There was something distressingly familiar about his annoying pattern of false starts, endlessly repeated.
I was reminded of two elephants I had seen at a small town circus whose performance amounted to just swaying back and forth to music. In their cage after the show, they continued to sway, going through their motions, exercising their stunted expertise. Now, I will begin to worry about animal rights the morning every child awakens safe and well fed, but seeing these great beasts moving without challenge or change, in a cycle of endless beginnings, was truly disturbing.
Thinking about the elephants made me reconsider my anger at the driver. He wasn't incompetent. He was bored. Seriously, totally, bored. He was unconsciously re-creating the more challenging moments of a job which had precious few. He was going through the motions, exercising a stunted expertise.
I realized that this fidgety, fractured cycle of false starts, easily interpreted as individual pathology, was a common reaction to a lack of stimulation and autonomy: In short, to boredom.
I started to see it nearly everywhere.
Smoking, for example, provides the illusion of autonomy and creativity. The timing of the light up, the drag and the final flick away provide illusory moments of control. So called channel surfing, in which the holder of the remote control continually changes television channels, gives the illusion of newness, freshness, and the vain hope of satisfaction. Compulsive pen clicking, for heavens sake, can been seen as the endless beginning, ending, and beginning of the cycle of writing.
It is neither coincidence nor evidence of weak character that people in less interesting jobs have more trouble giving up smoking. It is for them a major source of apparent control and creativity.

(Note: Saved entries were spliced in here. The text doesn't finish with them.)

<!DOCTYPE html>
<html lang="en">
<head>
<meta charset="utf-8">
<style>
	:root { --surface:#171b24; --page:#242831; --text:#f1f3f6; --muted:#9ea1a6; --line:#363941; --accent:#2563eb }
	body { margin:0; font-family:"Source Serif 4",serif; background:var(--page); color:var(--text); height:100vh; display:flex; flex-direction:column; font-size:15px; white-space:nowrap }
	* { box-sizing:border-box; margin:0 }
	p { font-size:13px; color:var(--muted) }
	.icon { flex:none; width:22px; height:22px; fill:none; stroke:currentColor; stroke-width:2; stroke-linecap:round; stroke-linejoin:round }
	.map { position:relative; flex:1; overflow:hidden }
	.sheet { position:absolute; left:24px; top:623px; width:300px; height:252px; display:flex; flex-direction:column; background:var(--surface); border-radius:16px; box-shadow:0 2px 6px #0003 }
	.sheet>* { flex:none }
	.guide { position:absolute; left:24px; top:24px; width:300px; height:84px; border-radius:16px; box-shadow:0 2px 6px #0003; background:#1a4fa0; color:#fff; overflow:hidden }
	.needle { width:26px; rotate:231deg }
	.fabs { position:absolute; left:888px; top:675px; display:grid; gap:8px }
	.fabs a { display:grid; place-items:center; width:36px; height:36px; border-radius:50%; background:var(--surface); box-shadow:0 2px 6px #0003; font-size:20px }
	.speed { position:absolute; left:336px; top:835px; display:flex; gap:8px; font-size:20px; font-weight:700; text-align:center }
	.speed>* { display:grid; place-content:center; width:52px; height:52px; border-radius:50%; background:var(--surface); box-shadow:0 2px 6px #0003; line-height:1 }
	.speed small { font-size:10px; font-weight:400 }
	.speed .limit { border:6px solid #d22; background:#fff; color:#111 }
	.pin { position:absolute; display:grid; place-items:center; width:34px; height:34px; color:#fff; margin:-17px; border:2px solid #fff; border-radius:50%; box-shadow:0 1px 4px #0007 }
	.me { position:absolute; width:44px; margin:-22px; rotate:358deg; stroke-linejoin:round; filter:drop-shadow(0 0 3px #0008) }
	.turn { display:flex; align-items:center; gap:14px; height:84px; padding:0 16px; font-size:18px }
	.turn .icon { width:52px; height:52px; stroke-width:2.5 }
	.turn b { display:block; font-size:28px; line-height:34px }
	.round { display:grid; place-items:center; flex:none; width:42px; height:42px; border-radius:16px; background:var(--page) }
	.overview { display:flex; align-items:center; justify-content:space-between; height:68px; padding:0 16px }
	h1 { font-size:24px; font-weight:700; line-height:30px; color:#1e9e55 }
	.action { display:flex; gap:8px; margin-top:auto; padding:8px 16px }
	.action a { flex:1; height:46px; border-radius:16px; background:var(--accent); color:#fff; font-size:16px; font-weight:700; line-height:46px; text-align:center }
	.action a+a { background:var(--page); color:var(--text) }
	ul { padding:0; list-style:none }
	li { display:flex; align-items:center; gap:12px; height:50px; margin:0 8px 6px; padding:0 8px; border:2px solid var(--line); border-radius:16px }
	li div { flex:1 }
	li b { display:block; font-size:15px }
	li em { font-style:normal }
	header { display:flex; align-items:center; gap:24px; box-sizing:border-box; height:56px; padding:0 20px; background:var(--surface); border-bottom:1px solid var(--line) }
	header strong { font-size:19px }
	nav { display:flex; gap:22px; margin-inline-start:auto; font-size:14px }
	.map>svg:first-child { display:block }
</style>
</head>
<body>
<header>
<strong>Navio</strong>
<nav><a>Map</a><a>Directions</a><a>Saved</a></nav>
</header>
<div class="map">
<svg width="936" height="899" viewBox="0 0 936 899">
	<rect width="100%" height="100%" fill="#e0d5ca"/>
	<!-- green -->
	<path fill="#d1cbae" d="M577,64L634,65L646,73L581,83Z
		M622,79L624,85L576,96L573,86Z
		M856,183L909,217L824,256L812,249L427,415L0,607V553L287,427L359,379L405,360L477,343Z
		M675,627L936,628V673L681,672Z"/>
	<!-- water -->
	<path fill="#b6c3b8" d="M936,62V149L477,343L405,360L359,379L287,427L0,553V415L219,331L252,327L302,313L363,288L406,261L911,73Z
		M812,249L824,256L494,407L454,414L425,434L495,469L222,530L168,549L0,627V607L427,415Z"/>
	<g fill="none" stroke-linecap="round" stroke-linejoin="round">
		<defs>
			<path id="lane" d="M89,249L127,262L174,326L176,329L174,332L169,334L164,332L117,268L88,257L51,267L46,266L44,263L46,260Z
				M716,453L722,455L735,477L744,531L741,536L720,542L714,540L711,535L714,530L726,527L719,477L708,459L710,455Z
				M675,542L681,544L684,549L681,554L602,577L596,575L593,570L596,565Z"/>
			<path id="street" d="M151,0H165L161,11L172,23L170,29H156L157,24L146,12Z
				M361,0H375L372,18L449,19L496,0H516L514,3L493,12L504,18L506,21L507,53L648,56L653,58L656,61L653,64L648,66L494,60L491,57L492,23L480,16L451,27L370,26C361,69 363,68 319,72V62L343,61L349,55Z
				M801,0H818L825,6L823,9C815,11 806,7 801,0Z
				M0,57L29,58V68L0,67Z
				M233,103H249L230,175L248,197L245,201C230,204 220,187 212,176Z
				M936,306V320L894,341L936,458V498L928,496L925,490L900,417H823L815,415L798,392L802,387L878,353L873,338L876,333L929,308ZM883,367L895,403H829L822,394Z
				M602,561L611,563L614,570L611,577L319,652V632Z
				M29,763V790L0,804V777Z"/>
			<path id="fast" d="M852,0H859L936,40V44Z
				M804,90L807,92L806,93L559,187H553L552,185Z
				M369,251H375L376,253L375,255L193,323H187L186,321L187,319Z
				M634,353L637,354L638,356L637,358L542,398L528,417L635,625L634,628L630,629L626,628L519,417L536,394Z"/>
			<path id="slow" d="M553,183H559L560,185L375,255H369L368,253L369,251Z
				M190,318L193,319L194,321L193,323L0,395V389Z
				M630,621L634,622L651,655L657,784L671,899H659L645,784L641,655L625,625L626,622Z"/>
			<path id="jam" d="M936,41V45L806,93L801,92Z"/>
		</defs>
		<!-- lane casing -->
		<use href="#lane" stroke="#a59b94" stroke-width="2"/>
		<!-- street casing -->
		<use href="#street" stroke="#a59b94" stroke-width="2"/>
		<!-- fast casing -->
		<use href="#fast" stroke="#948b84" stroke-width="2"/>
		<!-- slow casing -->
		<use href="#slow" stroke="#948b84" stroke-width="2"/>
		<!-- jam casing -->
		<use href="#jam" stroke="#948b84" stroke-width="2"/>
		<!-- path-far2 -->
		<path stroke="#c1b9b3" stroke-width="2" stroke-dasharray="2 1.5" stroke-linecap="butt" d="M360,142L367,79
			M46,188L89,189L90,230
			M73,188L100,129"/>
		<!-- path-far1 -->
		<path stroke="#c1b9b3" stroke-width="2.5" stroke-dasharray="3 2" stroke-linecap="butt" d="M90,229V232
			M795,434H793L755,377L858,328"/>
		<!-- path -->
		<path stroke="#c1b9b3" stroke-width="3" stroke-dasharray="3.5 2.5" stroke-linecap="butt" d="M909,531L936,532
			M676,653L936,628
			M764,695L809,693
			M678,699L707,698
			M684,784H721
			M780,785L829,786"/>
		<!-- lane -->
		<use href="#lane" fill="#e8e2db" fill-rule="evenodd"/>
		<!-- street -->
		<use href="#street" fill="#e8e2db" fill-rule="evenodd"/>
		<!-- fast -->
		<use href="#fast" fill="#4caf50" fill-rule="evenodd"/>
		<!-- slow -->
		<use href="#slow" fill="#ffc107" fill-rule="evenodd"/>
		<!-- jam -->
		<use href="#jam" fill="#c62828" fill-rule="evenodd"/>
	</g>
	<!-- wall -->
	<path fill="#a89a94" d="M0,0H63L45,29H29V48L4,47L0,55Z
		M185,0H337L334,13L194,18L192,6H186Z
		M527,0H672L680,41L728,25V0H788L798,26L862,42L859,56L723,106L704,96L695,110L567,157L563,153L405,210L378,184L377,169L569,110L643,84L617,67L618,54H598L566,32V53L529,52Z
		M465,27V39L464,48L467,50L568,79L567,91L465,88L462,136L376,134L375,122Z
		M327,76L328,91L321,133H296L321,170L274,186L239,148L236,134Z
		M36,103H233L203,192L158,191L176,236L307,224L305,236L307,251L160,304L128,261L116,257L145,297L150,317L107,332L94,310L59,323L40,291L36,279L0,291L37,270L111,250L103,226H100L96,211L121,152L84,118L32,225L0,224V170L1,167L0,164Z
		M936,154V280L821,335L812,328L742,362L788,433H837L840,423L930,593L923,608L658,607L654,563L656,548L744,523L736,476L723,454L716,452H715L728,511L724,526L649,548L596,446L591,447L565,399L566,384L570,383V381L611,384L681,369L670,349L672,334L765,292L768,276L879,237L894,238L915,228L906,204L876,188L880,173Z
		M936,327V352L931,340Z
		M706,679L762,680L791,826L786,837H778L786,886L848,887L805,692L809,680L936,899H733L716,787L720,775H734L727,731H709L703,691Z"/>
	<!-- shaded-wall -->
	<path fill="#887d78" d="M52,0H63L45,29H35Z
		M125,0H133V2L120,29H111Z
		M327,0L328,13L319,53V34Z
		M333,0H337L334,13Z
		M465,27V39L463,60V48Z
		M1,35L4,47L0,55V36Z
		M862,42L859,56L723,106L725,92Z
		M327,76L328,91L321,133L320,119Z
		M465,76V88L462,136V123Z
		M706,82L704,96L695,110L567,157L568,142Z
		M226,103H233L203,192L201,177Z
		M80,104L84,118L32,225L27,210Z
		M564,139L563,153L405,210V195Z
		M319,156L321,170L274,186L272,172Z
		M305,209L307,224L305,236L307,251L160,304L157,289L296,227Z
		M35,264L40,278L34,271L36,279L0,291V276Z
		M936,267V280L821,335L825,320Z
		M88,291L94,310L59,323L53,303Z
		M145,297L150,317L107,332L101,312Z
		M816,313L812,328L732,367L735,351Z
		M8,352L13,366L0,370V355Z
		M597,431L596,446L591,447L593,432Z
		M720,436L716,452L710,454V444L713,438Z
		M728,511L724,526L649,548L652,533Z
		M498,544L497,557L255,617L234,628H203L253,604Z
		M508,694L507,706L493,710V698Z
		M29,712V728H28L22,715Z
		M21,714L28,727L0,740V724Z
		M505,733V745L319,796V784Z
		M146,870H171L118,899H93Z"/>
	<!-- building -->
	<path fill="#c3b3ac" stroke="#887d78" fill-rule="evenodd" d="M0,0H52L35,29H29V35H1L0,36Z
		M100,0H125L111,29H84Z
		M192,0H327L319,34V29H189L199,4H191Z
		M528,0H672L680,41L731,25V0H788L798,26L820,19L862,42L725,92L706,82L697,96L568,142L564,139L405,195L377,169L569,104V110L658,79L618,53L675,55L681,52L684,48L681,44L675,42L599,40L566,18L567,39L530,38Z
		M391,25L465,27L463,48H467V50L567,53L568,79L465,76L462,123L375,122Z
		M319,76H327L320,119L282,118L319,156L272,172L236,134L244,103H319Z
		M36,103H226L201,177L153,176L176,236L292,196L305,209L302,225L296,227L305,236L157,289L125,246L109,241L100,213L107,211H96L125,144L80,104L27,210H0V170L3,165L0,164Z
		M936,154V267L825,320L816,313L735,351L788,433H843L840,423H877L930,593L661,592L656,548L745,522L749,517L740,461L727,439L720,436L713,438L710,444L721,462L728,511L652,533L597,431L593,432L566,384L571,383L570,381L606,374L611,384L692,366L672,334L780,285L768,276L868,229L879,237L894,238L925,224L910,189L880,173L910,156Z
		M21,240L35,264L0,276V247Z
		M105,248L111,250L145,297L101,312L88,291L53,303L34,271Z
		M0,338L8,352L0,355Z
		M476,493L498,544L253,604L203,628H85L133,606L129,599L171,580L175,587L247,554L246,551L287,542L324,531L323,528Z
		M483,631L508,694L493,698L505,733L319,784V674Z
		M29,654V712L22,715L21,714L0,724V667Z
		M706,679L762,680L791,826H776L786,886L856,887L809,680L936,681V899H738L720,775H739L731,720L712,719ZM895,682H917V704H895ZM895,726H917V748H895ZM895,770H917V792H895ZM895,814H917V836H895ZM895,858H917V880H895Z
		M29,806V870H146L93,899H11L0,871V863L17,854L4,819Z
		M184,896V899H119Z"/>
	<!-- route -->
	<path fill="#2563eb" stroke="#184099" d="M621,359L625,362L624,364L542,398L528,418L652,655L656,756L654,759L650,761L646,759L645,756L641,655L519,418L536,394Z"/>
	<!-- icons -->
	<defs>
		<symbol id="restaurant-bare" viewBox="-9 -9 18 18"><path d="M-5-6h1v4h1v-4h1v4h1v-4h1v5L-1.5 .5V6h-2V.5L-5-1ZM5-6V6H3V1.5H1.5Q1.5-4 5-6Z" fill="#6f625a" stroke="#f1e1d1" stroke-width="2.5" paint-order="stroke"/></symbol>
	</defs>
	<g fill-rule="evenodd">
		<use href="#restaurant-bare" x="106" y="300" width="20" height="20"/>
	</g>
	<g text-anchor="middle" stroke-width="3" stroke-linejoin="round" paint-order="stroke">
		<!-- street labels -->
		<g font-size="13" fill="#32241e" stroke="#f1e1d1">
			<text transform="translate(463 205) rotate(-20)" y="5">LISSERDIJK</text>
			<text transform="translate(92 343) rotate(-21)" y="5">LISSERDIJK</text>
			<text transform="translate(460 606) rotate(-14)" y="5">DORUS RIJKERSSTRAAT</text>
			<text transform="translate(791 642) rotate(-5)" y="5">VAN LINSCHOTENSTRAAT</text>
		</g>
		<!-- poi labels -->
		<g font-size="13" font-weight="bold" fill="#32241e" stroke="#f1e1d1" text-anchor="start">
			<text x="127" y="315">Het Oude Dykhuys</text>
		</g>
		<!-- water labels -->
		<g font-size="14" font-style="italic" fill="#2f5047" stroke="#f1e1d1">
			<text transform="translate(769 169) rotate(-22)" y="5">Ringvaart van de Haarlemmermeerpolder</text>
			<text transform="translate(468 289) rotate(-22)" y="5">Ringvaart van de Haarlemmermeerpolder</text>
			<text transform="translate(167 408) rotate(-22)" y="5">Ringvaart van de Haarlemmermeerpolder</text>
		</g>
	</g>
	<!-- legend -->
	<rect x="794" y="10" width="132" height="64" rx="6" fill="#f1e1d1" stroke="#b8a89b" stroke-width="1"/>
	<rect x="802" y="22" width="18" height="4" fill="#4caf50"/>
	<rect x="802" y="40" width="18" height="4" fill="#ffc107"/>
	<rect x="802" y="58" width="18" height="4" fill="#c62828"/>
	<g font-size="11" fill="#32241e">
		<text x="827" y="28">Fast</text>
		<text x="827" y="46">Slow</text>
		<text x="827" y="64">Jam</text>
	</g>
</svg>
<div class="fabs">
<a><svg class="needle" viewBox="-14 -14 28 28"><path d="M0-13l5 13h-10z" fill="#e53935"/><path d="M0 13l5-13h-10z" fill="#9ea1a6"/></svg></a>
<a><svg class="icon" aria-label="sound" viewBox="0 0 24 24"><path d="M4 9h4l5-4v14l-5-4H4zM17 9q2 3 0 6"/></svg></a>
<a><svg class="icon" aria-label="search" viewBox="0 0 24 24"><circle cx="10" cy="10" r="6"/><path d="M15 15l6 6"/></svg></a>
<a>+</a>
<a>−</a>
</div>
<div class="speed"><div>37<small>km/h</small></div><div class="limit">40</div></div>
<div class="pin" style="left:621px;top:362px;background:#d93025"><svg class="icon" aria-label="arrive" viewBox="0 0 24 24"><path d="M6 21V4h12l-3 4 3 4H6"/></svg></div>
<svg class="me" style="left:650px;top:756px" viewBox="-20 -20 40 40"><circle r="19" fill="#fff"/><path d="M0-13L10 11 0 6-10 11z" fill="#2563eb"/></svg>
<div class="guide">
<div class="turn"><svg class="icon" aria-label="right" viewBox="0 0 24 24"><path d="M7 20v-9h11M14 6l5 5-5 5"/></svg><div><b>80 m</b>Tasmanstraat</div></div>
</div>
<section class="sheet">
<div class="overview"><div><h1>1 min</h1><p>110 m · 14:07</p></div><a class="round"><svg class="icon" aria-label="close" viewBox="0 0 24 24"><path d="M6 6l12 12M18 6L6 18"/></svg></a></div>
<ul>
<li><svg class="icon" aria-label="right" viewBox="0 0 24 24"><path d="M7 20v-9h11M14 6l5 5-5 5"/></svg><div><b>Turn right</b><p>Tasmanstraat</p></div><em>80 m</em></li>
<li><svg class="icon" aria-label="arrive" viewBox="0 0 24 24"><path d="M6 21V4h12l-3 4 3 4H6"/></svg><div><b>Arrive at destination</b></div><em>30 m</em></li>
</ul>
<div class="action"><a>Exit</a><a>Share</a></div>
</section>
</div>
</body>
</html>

On a broader level, technology promises to make work and life more fulfilling—our last and best hope for renewal. And to the extent that it is not externally imposed, probing the secrets of word processing, for example, does feel creative and productive. But how long can the most advanced macro retain its freshness and meaning once it becomes just another part of the job description?
Secretaries today can manipulate blocks of words and images with agility and speed worthy of science fiction. What does it do for them? Production line workers can turn out computer chips and potato chips in infinite profusion. But the jobs are controlled and designed so that even at Warp 7, its still ... boring.
So advanced, it's simple, brags the efficiency expert, paid well to reduce other people's work to a series of daily false starts without challenge or change.
Let 'em eat Marlboros.
Without a core of self generation and self expression, every technological breakthrough creates a glistening, metallic structure of promise that cannot help but rust.
Technologically, our workers are all dressed up and told where to go. Their jobs make perfect, and hence, no sense to them. Technology has filled its vacuum with nothing.
We have become a nation bored; a fidgety, de-skilled nation of channel changing pen clickers, trying desperately to rev our creative engines, swaying to a frighteningly simple beat.